From the CEO
Chief Executive Officer,
Te Rūnanga o Ngāi Tahu
My Mother – a personal story
This year Mother’s Day was significantly different for me, as it was exactly one week after my mother passed away. On this day I walked down the road to the urupā to visit my Mum, and as I stared at her lying in front of me I was still in disbelief. How do you go from having someone right next to you throughout your life to them no longer being with you? It has been an incredibly heartfelt journey losing a mother who was the anchor of our whānau. Although she was diagnosed with Parkinson’s more than 17 years ago, no one knew of the internal struggle that my mother wrestled with on a daily basis with this illness. All those years she remained upbeat and often defied the milestones of the disease progressing. Her relentless strength, endurance, and determination saw her maintain a full working career until a couple of years ago. Mum knew that the Parkinson’s was progressing into the later stages, but her steely willpower kept her engaged and occupied with her mokopuna, her craftwork, and her social activities, such as being a longtime member of the Tuahiwi Māori Women’s Welfare League.
Not much would get past my mother – she was astute, sharp, and never lacked a direct comment when it was needed. Her talents were unlimited and she would push the boundaries, even in areas that she hadn’t tried before, and quite often the rest of us couldn’t keep up. Her eye for fashion was one of her pleasures and we would all marvel at the creations that she would effortlessly come up with.
Each day that goes by since my mother’s passing I think of so many memories, and without me realising it, her lifelong influence now has its place within my own makeup. It is enduring and it is a precious whakapapa for which I am eternally grateful.
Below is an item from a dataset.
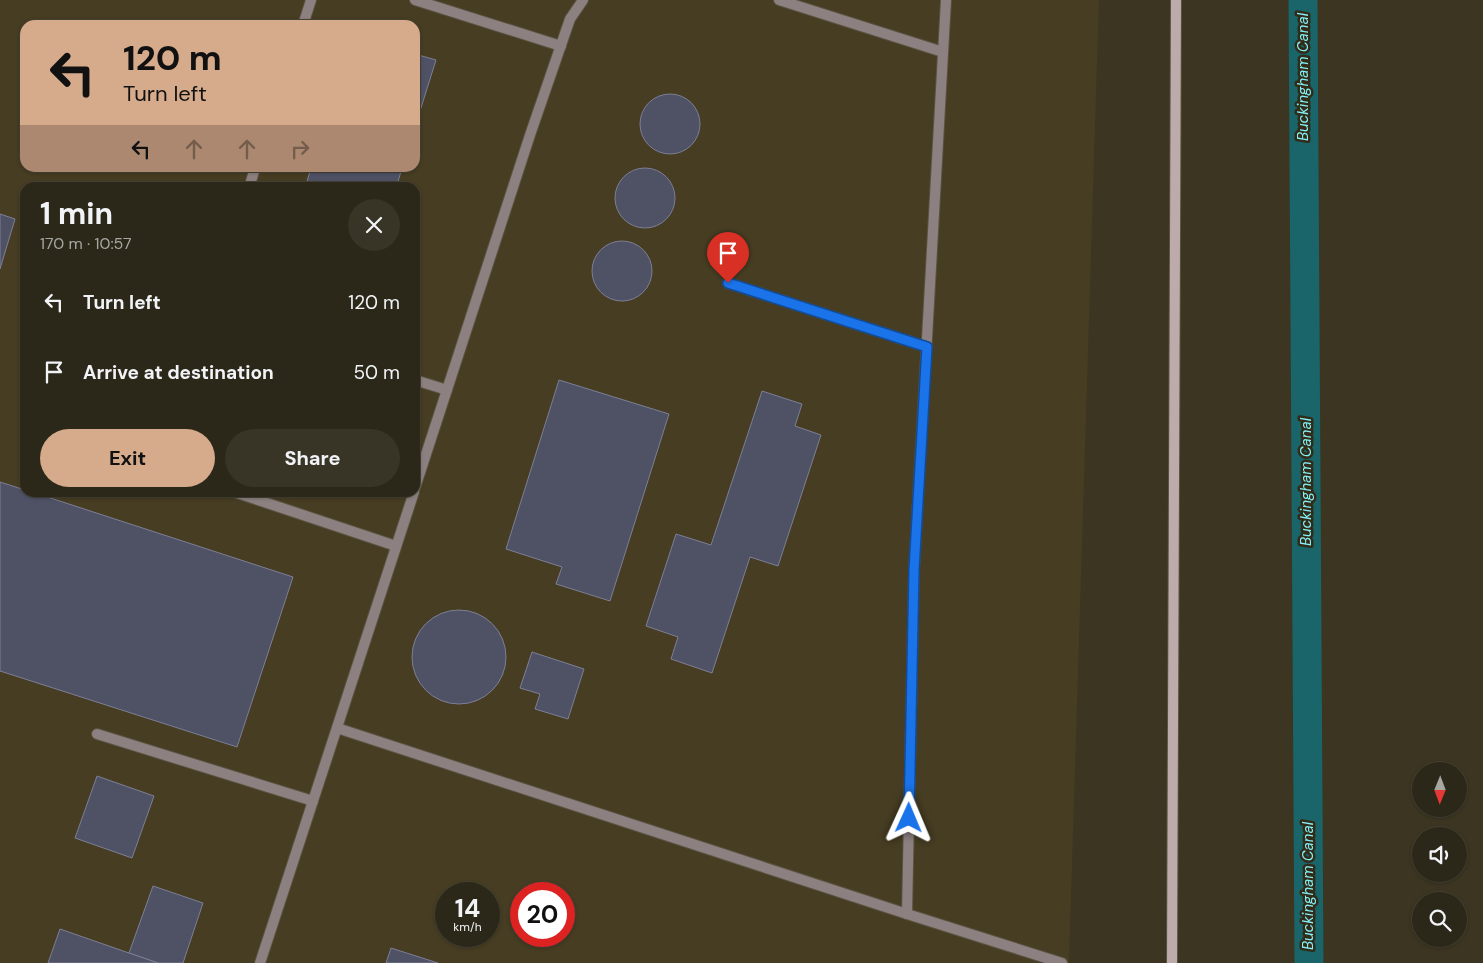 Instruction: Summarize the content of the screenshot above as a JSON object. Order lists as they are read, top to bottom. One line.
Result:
{"water":["Buckingham Canal"],"north":"bottom","page":{"turn":["120 m","Turn left"],"heading":["1 min","170 m · 10:57"],"list":[{"name":"Turn left","value":"120 m"},{"name":"Arrive at destination","value":"50 m"}],"buttons":["Exit","Share"],"speed":"14 km/h","limit":"20"}}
As an iwi we pride ourselves on the richness of our whakapapa, our whānau connections and relationships. The very soul or heart of this begins at home, so where possible immerse yourself and persevere with these relationships in both the good times and the bad. I’ve heard stories of family members who have taken strong oppositional positions on particular matters, and they have remained stuck for many years. Time doesn’t stand still and life is short, so it’s important not to spend your days caught up in maintaining more pain. Maybe my view is too
simplistic, as I know it takes two to tango – but it is at least worthy of a thought or two.
As I look ahead I will always be thankful for what my mother has taught me, and I will continue to celebrate this, knowing that we will meet up again some day.